From computational science to engineering to HR, students get close-up look at career options

April 10, 2015

Contact: Jon Bashor, [email protected], 510-486-5849


2015 Job Shadow Day lab mentors and Albany High students : (From left) Engineering’s Andrew Lambert, Dikshant Shrestha, Public Affairs’ Jon Weiner, Lake Chen, CRD’s Terry Ligocki, Kira Oliver, CRD’s Dan Martin, Ireri Morales, Computing Science’s Jon Bashor, Darcey Davis, Ash Tan, Computing Science’s Marcia Ocon Leimer, Han Wang, Nidina Sapkota, Materials Sciences’ Anne Ruminski, Carter Ta, Engineering’s Dan Cheng, William Xu and CRD’s Craig Tull. Other lab mentors not shown are Roy Kaltschmidt, Kathleen Bjornstad, Dave Cota, Maciek Haranczyk, Keith Beattie, David Skinner and Annette Greiner.

In what has become an annual pilgrimage, 17 Albany High School students interested in science, engineering and other career fields spent a few hours talking with Berkeley Lab mentors, including eight in Computing Sciences. The visits are part of the school’s annual Job Shadow Day in which students in their junior year are paired with mentors around the Bay Area. The lab has hosted 67 students over the past seven years.

“It was a wonderful experience and I had a great time,” said student Ash Tan of his meeting with Terry Ligocki of the Computational Research Division (CRD). “We had a great conversation, and his story helped me make choices for my own future based off of his own experiences while giving me insight into careers I'm interested in. Personally, I thought it was very helpful and enjoyed it a lot.”

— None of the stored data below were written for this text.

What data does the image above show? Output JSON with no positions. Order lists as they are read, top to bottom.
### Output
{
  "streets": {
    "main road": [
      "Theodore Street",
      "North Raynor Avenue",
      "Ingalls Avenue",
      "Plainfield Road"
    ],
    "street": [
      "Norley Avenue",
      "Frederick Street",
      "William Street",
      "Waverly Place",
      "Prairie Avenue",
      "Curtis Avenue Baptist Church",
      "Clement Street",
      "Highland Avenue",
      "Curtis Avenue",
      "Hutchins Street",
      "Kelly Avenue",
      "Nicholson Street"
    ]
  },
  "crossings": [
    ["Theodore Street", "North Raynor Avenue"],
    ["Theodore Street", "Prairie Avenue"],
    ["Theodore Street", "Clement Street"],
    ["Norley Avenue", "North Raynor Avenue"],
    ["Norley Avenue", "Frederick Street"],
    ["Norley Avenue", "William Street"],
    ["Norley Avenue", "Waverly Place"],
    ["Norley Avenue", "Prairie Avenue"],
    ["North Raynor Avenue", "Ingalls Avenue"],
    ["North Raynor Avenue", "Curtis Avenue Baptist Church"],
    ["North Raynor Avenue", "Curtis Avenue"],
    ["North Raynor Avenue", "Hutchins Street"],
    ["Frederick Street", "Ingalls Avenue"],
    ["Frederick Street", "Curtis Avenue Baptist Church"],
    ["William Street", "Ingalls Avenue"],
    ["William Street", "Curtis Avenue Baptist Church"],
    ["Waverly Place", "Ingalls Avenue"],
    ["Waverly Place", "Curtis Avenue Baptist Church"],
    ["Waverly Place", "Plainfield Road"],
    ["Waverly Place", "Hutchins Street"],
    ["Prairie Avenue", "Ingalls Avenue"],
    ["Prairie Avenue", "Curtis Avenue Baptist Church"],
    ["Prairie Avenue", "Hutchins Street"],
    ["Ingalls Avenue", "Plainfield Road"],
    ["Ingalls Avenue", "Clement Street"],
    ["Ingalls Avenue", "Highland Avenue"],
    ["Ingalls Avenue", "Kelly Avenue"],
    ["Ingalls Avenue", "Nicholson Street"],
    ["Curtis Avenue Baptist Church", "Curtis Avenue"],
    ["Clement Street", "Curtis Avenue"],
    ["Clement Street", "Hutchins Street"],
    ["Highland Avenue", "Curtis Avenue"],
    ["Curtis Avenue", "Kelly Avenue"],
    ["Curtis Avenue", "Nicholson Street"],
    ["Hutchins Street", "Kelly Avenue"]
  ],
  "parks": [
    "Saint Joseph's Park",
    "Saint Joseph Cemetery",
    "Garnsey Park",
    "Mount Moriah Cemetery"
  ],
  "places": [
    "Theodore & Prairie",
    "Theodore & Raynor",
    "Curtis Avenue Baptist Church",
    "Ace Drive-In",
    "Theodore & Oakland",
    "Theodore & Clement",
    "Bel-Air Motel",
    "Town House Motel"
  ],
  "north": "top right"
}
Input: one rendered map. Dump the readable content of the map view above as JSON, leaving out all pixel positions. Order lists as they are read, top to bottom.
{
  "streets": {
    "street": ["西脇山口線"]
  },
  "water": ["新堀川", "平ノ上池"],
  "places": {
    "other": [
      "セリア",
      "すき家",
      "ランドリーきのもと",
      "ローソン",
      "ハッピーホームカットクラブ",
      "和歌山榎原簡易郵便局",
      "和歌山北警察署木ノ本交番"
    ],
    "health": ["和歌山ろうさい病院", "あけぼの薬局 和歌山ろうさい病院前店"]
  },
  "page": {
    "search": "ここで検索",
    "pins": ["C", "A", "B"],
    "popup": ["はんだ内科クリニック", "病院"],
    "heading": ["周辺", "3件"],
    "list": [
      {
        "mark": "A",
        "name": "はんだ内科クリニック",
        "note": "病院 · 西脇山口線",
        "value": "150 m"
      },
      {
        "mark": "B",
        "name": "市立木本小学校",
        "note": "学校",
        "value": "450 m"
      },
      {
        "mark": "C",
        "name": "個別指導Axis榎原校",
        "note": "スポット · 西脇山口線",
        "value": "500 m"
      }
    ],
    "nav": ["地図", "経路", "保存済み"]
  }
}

"We had a great conversation, and his story helped me make choices for my own future based off of his own experiences while giving me insight into careers I'm interested in."Ash Tan, Albany High School

Ligocki also said he enjoyed the meeting. "We took a look at what I'm currently working on, the Empirical Roofline Tool, and then used that a springboard to discuss my career path and his aspirations," Ligocki said. "He and I both have diverse interests and I think it was good for him to realize that he could embrace that and have a successful career."

In addition to Ligocki, other lab staff who volunteered as mentors were Maciek Haranczyk, Keith Beattie, Dan Martin and Craig Tull of CRD; David Skinner and Annette Greiner of NERSC; Marcia Ocon Leimer of Computing Sciences Human Resources; Roy Kaltschmidt and Jon Weiner of Public Affairs, Andrew Lambert and Daniel Cheng of Engineering; Dave Cota of Facilities; Anne Ruminski of Materials Sciences Division; and Kathleen Bjornstad of the Earth Sciences Division.

“My classmate and I were both able to go to the lab where our mentor, was working. Our mentor showed us a bit of what it was like to work inside his office with design engineering,” said Lake Chen, who shadowed Lambert, who works in Bldg. 71. “Also he was able to show us around the manufacturing part of the lab, which was the coolest part. We also talked about the job industry and what paths in school my classmate and I would have to take to become a mechanical engineer. The trip was very educational.”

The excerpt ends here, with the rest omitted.